Available data:

□ □ □ □ □

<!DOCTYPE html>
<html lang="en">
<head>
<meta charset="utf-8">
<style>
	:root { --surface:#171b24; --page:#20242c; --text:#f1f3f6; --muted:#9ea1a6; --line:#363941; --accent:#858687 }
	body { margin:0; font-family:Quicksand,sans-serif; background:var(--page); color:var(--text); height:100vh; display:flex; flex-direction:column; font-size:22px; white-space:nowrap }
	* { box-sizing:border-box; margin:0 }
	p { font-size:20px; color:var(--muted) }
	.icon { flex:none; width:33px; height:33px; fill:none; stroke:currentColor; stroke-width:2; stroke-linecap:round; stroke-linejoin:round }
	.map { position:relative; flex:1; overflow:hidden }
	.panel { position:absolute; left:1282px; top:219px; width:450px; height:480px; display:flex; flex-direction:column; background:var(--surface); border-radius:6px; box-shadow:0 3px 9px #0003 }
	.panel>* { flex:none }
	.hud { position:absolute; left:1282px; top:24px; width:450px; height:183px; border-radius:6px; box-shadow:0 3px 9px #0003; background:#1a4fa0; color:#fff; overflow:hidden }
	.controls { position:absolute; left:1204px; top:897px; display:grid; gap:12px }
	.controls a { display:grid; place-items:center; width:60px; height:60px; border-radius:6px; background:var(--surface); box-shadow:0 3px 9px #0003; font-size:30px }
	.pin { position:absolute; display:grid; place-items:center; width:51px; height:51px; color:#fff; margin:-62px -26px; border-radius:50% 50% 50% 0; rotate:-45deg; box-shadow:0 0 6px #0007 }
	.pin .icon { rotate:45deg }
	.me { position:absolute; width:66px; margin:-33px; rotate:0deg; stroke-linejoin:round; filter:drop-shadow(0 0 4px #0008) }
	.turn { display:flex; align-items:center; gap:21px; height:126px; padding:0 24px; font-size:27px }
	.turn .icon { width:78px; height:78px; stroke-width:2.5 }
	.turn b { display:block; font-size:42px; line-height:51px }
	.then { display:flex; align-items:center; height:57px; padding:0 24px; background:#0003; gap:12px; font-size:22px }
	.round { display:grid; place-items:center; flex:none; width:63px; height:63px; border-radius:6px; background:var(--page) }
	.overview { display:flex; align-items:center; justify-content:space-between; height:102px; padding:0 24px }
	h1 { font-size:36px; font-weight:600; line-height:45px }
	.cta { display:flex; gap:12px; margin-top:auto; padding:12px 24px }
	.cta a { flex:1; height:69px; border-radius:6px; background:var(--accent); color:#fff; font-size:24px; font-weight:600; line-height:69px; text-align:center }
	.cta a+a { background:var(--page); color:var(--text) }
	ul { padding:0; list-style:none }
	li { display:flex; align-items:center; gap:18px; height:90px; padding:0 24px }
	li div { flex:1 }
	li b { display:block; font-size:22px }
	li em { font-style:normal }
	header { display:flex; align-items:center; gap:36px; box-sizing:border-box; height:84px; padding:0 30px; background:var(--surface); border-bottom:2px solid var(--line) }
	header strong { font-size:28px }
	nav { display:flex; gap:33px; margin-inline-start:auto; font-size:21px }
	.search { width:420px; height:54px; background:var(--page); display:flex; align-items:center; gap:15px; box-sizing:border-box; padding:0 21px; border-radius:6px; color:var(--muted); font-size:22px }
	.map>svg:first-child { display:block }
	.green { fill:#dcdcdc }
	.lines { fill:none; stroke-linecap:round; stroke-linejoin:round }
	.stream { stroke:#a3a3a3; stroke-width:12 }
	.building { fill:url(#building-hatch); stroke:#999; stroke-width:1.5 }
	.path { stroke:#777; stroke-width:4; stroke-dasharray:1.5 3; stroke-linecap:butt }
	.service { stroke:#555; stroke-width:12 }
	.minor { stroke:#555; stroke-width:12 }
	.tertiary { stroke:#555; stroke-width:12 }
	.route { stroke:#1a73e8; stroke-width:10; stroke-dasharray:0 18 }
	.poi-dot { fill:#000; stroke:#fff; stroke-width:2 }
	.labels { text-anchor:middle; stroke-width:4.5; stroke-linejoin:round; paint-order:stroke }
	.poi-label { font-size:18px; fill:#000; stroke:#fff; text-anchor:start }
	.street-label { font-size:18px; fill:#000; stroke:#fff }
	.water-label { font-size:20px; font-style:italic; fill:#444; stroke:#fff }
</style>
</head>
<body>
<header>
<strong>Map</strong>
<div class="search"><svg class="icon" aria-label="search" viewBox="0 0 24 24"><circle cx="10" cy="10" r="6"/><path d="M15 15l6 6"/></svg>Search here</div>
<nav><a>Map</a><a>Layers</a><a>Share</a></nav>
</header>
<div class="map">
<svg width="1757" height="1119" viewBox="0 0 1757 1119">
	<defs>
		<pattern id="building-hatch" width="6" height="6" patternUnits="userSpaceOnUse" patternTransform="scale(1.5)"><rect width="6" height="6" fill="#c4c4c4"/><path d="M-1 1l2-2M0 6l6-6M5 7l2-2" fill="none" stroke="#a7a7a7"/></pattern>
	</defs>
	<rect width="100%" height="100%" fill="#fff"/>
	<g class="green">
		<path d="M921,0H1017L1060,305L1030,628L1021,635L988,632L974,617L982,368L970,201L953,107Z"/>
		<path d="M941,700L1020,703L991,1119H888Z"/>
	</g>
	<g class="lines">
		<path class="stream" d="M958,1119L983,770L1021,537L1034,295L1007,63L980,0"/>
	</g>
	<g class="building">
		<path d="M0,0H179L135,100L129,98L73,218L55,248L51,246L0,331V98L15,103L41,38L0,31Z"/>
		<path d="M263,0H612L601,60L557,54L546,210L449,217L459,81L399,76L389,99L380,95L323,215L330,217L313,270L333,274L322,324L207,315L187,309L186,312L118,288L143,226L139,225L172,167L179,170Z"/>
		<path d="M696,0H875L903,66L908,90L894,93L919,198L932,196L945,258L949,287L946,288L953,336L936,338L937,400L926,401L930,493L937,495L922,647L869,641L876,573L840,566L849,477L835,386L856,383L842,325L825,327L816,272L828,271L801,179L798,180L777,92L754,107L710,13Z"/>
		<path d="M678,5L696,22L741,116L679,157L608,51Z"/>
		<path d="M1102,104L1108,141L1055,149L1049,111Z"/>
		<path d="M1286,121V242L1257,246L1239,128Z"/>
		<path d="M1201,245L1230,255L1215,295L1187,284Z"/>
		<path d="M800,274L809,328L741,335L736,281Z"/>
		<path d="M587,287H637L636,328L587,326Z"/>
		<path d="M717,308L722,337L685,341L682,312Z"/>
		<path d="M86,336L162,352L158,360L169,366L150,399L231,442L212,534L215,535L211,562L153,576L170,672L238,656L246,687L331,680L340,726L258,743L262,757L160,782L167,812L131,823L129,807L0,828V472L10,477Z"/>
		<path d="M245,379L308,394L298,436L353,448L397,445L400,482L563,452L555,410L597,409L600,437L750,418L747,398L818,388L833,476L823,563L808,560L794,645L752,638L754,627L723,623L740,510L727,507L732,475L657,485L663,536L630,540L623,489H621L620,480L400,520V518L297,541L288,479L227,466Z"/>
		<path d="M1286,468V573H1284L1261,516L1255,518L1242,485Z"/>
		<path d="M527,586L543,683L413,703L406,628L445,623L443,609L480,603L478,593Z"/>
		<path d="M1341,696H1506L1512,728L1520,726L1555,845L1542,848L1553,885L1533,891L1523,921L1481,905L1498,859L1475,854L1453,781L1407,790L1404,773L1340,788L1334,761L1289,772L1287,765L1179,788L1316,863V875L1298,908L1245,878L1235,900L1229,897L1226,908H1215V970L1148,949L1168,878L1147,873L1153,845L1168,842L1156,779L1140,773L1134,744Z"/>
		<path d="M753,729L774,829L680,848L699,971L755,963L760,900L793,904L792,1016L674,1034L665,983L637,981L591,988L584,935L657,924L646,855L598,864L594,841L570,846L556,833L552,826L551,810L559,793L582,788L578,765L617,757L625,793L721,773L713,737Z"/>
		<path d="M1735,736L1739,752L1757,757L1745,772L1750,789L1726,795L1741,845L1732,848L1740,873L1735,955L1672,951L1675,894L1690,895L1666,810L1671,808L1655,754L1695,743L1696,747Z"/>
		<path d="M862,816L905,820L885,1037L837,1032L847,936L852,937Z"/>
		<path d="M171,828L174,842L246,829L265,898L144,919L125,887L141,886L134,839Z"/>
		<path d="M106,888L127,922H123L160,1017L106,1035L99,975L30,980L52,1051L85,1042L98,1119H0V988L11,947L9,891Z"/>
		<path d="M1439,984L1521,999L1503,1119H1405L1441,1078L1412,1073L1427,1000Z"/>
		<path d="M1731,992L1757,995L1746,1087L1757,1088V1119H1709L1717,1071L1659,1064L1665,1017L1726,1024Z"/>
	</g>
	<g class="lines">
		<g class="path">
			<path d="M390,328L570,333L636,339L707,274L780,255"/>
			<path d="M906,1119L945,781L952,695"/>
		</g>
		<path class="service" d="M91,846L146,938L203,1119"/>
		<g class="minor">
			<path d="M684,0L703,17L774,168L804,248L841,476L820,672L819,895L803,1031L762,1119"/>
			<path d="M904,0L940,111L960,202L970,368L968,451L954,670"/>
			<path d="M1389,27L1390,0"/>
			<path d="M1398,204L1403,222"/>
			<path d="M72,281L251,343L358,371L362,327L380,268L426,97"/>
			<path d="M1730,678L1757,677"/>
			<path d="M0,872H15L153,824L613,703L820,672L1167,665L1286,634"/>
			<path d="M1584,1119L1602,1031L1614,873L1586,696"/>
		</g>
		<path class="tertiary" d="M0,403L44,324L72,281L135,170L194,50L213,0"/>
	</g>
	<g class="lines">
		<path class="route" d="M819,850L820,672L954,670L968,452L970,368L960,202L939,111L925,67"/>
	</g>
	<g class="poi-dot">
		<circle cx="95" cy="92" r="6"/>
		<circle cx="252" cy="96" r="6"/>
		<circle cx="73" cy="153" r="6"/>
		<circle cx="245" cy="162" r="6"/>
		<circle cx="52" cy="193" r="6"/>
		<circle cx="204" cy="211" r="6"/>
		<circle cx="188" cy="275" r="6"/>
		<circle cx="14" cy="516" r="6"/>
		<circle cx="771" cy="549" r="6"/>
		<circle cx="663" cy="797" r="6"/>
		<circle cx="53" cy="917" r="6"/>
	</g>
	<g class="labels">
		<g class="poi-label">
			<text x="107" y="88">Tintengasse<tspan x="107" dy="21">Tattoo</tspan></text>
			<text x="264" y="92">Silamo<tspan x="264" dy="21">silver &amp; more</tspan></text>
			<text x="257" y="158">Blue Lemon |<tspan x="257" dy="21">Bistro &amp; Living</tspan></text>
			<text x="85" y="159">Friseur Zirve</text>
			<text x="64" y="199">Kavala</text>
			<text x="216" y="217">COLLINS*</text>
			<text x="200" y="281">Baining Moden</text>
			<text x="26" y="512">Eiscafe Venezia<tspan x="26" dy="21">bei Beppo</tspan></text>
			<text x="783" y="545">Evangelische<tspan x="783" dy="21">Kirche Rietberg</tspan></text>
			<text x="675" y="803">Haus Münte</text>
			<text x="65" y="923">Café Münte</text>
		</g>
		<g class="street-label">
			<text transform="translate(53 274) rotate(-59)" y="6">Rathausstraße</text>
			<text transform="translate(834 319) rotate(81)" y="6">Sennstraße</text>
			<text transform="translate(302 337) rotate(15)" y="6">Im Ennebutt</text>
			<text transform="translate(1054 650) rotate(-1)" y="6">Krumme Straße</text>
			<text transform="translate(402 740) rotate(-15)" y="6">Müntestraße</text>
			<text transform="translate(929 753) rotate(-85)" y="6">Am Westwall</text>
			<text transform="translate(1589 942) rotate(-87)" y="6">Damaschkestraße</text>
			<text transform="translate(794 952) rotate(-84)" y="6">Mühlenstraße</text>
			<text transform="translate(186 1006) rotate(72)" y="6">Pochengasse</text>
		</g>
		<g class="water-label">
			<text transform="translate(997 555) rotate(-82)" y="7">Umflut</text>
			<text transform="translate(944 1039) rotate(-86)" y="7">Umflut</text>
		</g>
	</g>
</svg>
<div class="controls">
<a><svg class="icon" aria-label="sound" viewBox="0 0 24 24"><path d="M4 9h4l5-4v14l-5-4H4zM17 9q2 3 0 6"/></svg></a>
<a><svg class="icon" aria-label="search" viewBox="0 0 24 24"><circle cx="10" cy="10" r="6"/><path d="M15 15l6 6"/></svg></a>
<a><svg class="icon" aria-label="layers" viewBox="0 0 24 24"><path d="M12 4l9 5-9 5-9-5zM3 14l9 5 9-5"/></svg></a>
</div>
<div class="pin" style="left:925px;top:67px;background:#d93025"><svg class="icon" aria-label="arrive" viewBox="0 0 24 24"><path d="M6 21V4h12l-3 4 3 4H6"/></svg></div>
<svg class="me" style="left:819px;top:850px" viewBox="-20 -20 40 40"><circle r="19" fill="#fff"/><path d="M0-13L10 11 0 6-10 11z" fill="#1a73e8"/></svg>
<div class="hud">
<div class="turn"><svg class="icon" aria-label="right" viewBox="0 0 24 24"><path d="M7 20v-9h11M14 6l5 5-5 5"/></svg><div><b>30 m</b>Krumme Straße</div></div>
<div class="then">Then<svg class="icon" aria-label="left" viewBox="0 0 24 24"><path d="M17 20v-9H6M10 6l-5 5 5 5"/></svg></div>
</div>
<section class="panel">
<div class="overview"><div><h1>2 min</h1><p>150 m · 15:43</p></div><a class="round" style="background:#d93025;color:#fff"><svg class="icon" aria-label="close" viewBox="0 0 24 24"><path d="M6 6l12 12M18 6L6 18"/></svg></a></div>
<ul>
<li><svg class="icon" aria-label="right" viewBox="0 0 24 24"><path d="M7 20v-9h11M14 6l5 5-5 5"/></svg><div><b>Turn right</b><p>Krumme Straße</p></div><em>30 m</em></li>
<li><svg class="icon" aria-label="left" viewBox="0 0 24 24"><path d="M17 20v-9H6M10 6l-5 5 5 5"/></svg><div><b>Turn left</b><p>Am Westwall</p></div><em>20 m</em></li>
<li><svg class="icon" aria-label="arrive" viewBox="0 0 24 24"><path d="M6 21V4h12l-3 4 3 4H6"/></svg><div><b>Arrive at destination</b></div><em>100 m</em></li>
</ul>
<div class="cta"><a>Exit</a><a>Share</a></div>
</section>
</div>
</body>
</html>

□ □ □ □ □

Write out a verbatim copy of the data, beginning with its first line and ending with the line that contains "position:absolute; left:1282px; top:24px;".

Your response:
<!DOCTYPE html>
<html lang="en">
<head>
<meta charset="utf-8">
<style>
	:root { --surface:#171b24; --page:#20242c; --text:#f1f3f6; --muted:#9ea1a6; --line:#363941; --accent:#858687 }
	body { margin:0; font-family:Quicksand,sans-serif; background:var(--page); color:var(--text); height:100vh; display:flex; flex-direction:column; font-size:22px; white-space:nowrap }
	* { box-sizing:border-box; margin:0 }
	p { font-size:20px; color:var(--muted) }
	.icon { flex:none; width:33px; height:33px; fill:none; stroke:currentColor; stroke-width:2; stroke-linecap:round; stroke-linejoin:round }
	.map { position:relative; flex:1; overflow:hidden }
	.panel { position:absolute; left:1282px; top:219px; width:450px; height:480px; display:flex; flex-direction:column; background:var(--surface); border-radius:6px; box-shadow:0 3px 9px #0003 }
	.panel>* { flex:none }
	.hud { position:absolute; left:1282px; top:24px; width:450px; height:183px; border-radius:6px; box-shadow:0 3px 9px #0003; background:#1a4fa0; color:#fff; overflow:hidden }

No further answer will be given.